Falls Church, Virginia-based Northrop said Monday it will pay $7.8 billion in cash and assume $1.4 billion in net debt from Orbital ATK under the transaction.
Northrop intends to run the Dulles, Virginia-based aerospace and defense contractor as its fourth business sector upon the deal’s completion.
Orbital ATK stockholders will get $134.50 in cash per share under the transaction that has received unanimous approval from both companies’ boards of directors.
Both companies expect to close the transaction in the first half of 2018, subject to approvals by Orbital ATK shareholders and regulatory authorities.
Northrop expects the deal to be accretive to earnings per share in the first year, realize approximately $150 million in annual pre-tax cost savings by 2020 and generate about $30 billion in 2017 pro-forma sales.
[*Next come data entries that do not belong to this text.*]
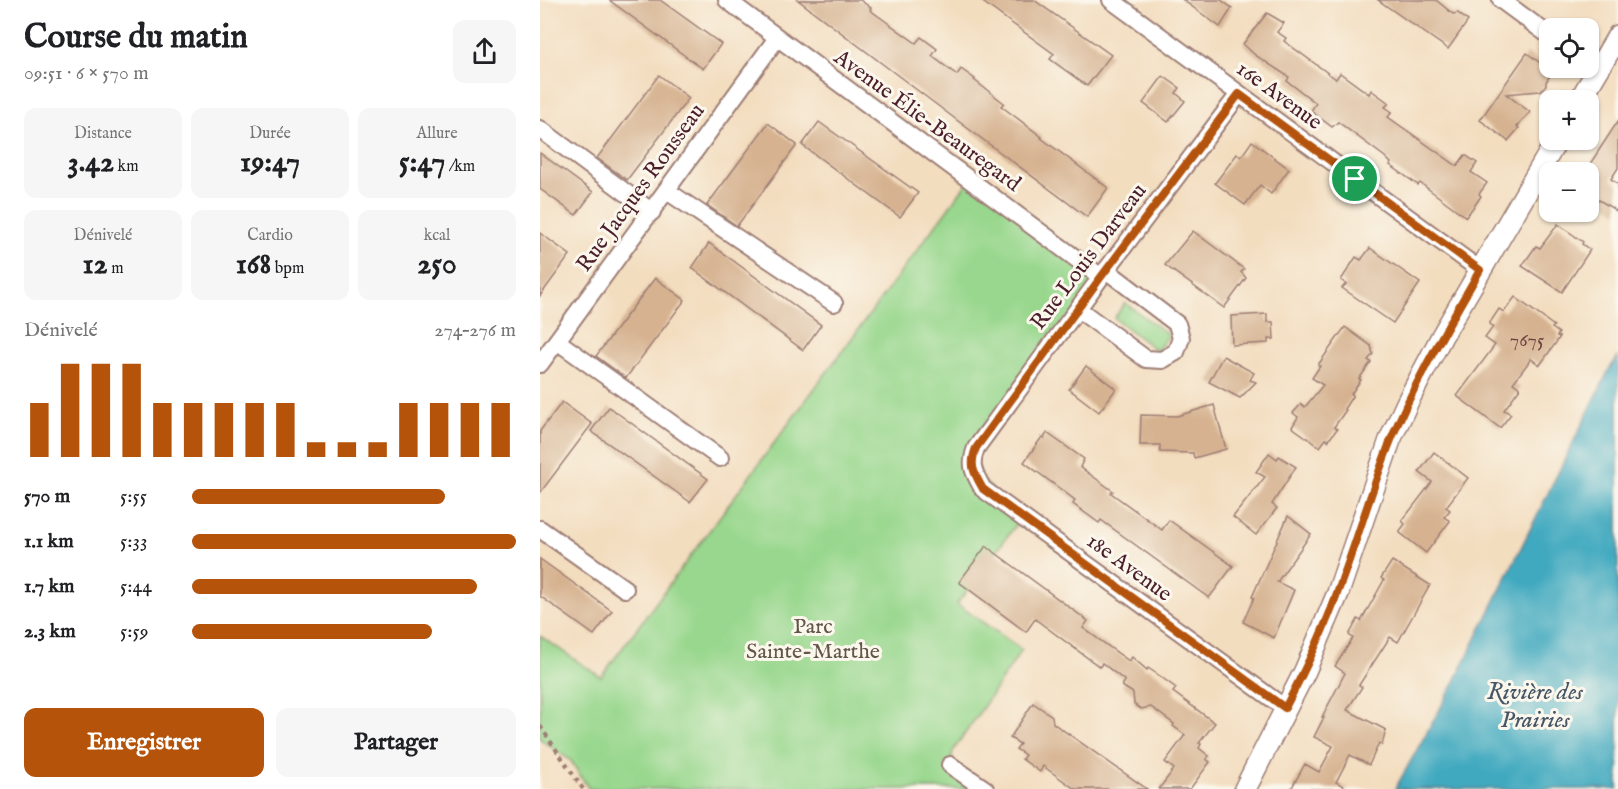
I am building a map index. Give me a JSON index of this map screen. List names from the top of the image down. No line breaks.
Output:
{"streets":{"street":["16e Avenue","Avenue Élie-Beauregard","Rue Jacques Rousseau","Rue Louis Darveau","18e Avenue"]},"crossings":[["16e Avenue","Rue Louis Darveau"],["Avenue Élie-Beauregard","Rue Jacques Rousseau"],["Avenue Élie-Beauregard","Rue Louis Darveau"],["Rue Louis Darveau","18e Avenue"]],"water":["Rivière des Prairies"],"parks":["Parc Sainte-Marthe"],"house_numbers":["7675"],"page":{"heading":["Course du matin","09:51 · 6 × 570 m"],"map_buttons":["+","−"],"stats":[["Distance","3.42 km"],["Durée","19:47"],["Allure","5:47 /km"],["Dénivelé","12 m"],["Cardio","168 bpm"],["kcal","250"]],"chart":["Dénivelé","274–276 m"],"list":[{"name":"570 m","note":"5:55"},{"name":"1.1 km","note":"5:33"},{"name":"1.7 km","note":"5:44"},{"name":"2.3 km","note":"5:59"}],"buttons":["Enregistrer","Partager"]}}
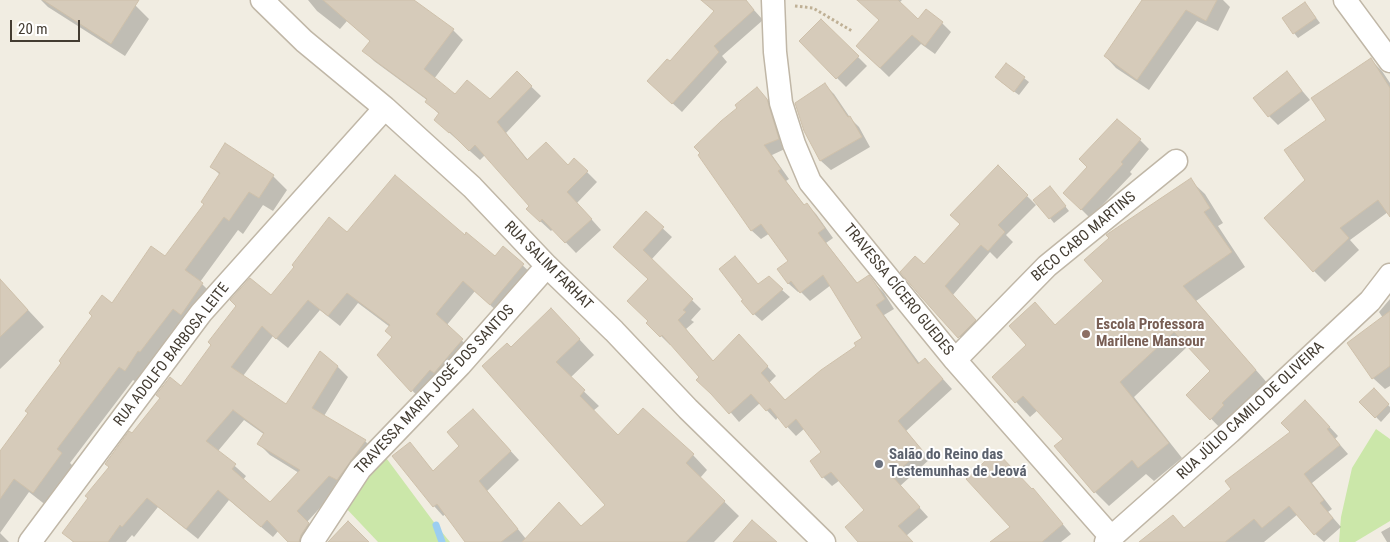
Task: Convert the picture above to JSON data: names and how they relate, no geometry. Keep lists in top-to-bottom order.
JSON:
{
  "streets": {
    "street": [
      "BECO CABO MARTINS",
      "RUA SALIM FARHAT",
      "TRAVESSA CÍCERO GUEDES",
      "RUA ADOLFO BARBOSA LEITE",
      "TRAVESSA MARIA JOSÉ DOS SANTOS",
      "RUA JÚLIO CAMILO DE OLIVEIRA"
    ]
  },
  "crossings": [
    ["BECO CABO MARTINS", "TRAVESSA CÍCERO GUEDES"],
    ["RUA SALIM FARHAT", "RUA ADOLFO BARBOSA LEITE"],
    ["RUA SALIM FARHAT", "TRAVESSA MARIA JOSÉ DOS SANTOS"],
    ["TRAVESSA CÍCERO GUEDES", "RUA JÚLIO CAMILO DE OLIVEIRA"]
  ],
  "places": ["Escola Professora Marilene Mansour", "Salão do Reino das Testemunhas de Jeová"],
  "scale_bar": "20 m"
}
Wes Bush, Northrop chairman, president and CEO, said both companies aim to facilitate competition in critical security domains and broaden capabilities in support of clients’ requirements as well as yield value creation through the combination of both firms’ portfolios and “technology-focused cultures.”
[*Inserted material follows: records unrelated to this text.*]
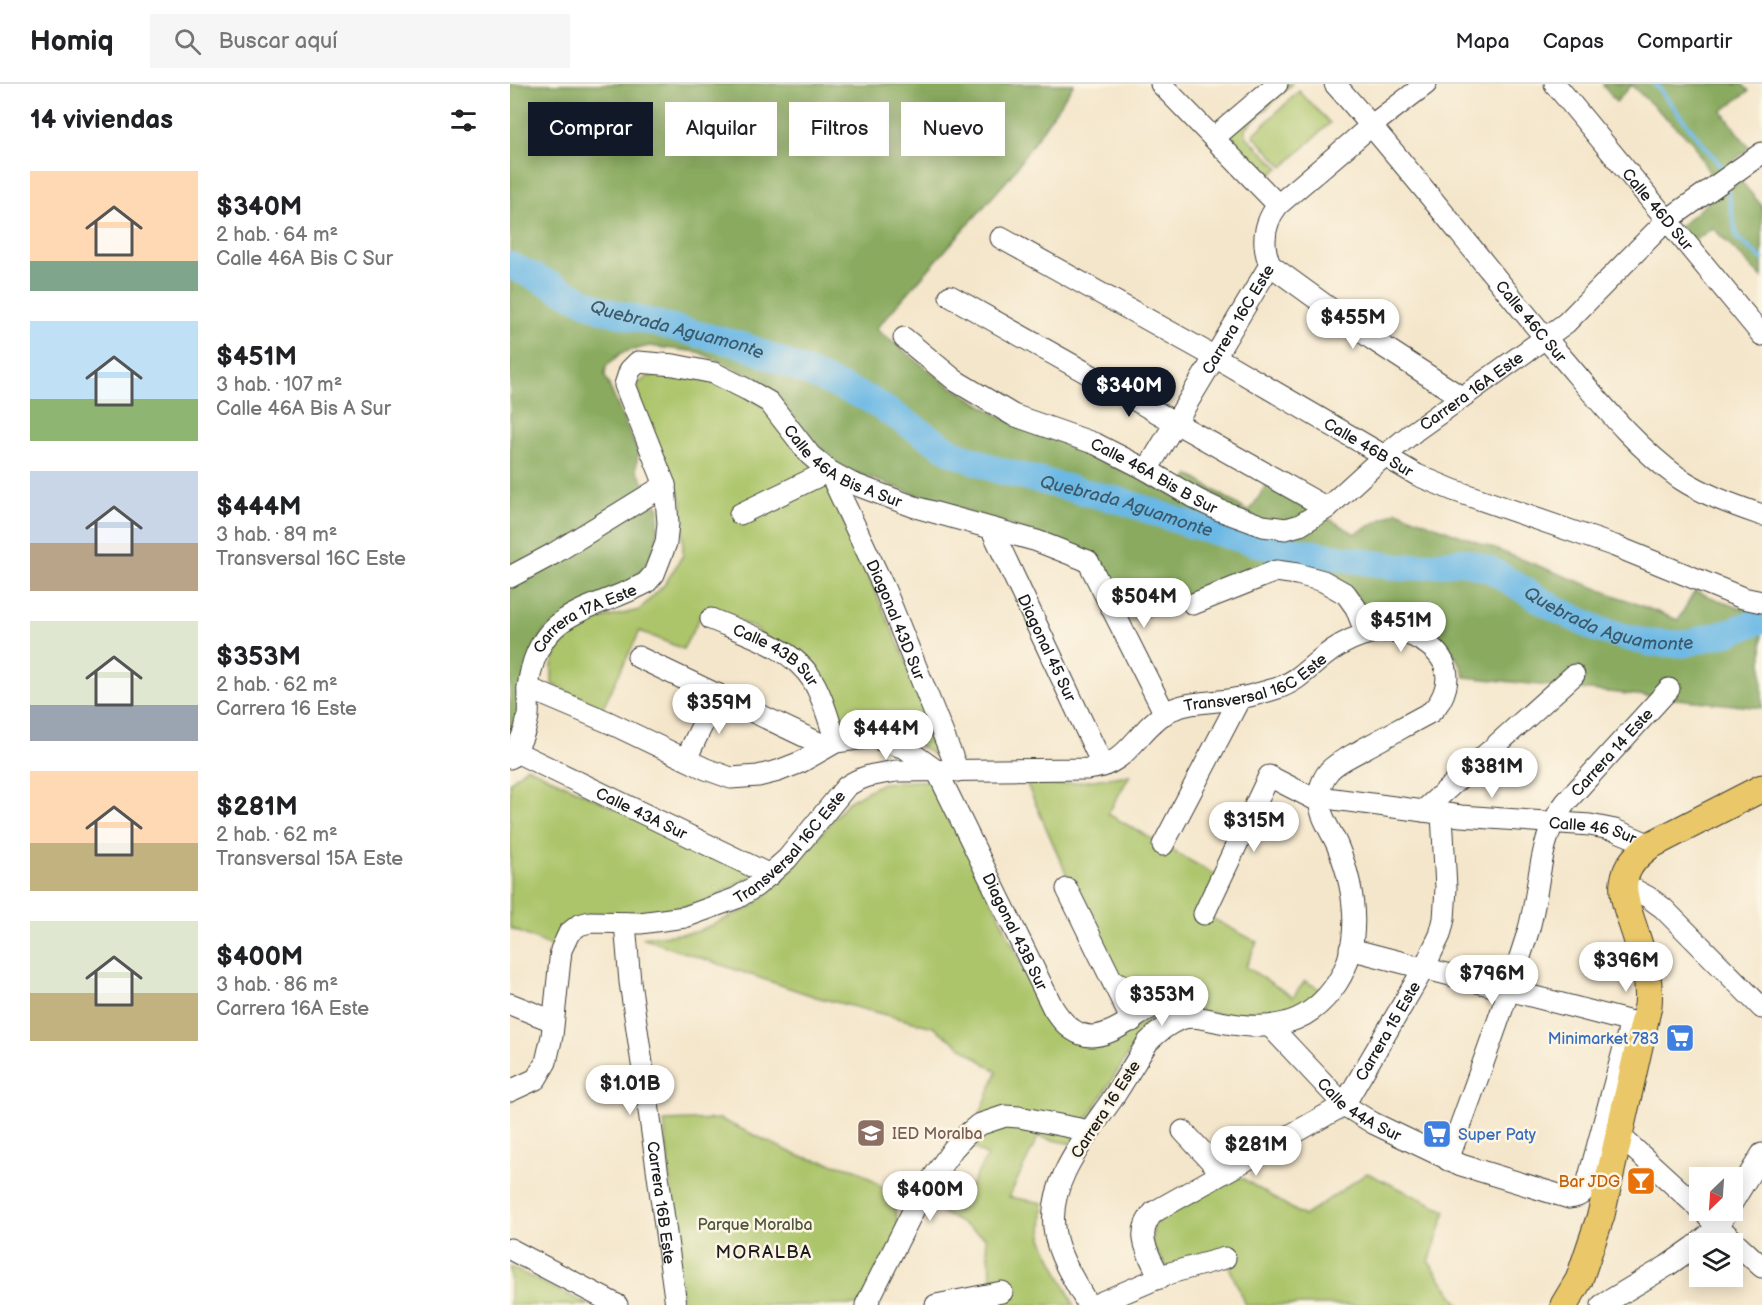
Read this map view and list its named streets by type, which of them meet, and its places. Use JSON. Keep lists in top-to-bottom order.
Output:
{
  "streets": {
    "street": [
      "Calle 46D Sur",
      "Carrera 16C Este",
      "Calle 46C Sur",
      "Carrera 16A Este",
      "Calle 46B Sur",
      "Calle 46A Bis A Sur",
      "Calle 46A Bis B Sur",
      "Diagonal 43D Sur",
      "Carrera 17A Este",
      "Diagonal 45 Sur",
      "Calle 43B Sur",
      "Transversal 16C Este",
      "Carrera 14 Este",
      "Calle 43A Sur",
      "Calle 46 Sur",
      "Diagonal 43B Sur",
      "Carrera 15 Este",
      "Calle 44A Sur",
      "Carrera 16 Este",
      "Carrera 16B Este"
    ]
  },
  "crossings": [
    ["Calle 46D Sur", "Carrera 16A Este"],
    ["Carrera 16C Este", "Calle 46C Sur"],
    ["Carrera 16C Este", "Calle 46B Sur"],
    ["Carrera 16C Este", "Calle 46A Bis B Sur"],
    ["Calle 46C Sur", "Carrera 16A Este"],
    ["Carrera 16A Este", "Calle 46B Sur"],
    ["Carrera 16A Este", "Calle 46A Bis B Sur"],
    ["Calle 46A Bis A Sur", "Diagonal 43D Sur"],
    ["Calle 46A Bis A Sur", "Carrera 17A Este"],
    ["Calle 46A Bis A Sur", "Diagonal 45 Sur"],
    ["Calle 46A Bis A Sur", "Transversal 16C Este"],
    ["Diagonal 43D Sur", "Transversal 16C Este"],
    ["Diagonal 43D Sur", "Diagonal 43B Sur"],
    ["Carrera 17A Este", "Calle 43A Sur"],
    ["Diagonal 45 Sur", "Transversal 16C Este"],
    ["Transversal 16C Este", "Calle 43A Sur"],
    ["Transversal 16C Este", "Diagonal 43B Sur"],
    ["Transversal 16C Este", "Carrera 16B Este"],
    ["Carrera 14 Este", "Calle 46 Sur"],
    ["Carrera 14 Este", "Calle 44A Sur"],
    ["Calle 46 Sur", "Carrera 15 Este"],
    ["Carrera 15 Este", "Calle 44A Sur"]
  ],
  "districts": ["MORALBA"],
  "water": ["Quebrada Aguamonte"],
  "parks": ["Parque Moralba"],
  "places": {
    "supermarket": ["Minimarket 783", "Super Paty"],
    "school or university": ["IED Moralba"],
    "bar": ["Bar JDG"]
  },
  "north": "bottom left",
  "page": {
    "header": "Homiq",
    "search": "Buscar aquí",
    "nav": ["Mapa", "Capas", "Compartir"],
    "heading": "14 viviendas",
    "chip": [
      "Comprar",
      "Alquilar",
      "Filtros",
      "Nuevo"
    ],
    "list": [
      {
        "name": "$340M",
        "note": "2 hab. · 64 m² · Calle 46A Bis C Sur"
      },
      {
        "name": "$451M",
        "note": "3 hab. · 107 m² · Calle 46A Bis A Sur"
      },
      {
        "name": "$444M",
        "note": "3 hab. · 89 m² · Transversal 16C Este"
      },
      {
        "name": "$353M",
        "note": "2 hab. · 62 m² · Carrera 16 Este"
      },
      {
        "name": "$281M",
        "note": "2 hab. · 62 m² · Transversal 15A Este"
      },
      {
        "name": "$400M",
        "note": "3 hab. · 86 m² · Carrera 16A Este"
      }
    ],
    "price": [
      "$455M",
      "$340M",
      "$504M",
      "$451M",
      "$359M",
      "$444M",
      "$381M",
      "$315M",
      "$396M",
      "$796M",
      "$353M",
      "$1.01B",
      "$281M",
      "$400M"
    ]
  }
}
David Thompson, president and CEO of Orbital ATK, said the transaction would help Orbital ATK seek new opportunities, maintain performance on current programs and provide career opportunities to employees.
Bush and Thompson are both inductees into Executive Mosaic’s Wash100 for 2017.
Perella Weinberg Partners LP and Cravath, Swaine & Moore LLP respectively serve as financial and legal advisers to Northrop in the transaction.
Citigroup advises Orbital ATK on the deal’s financial aspects, while Hogan Lovells US LLP serves as the firm’s legal counsel.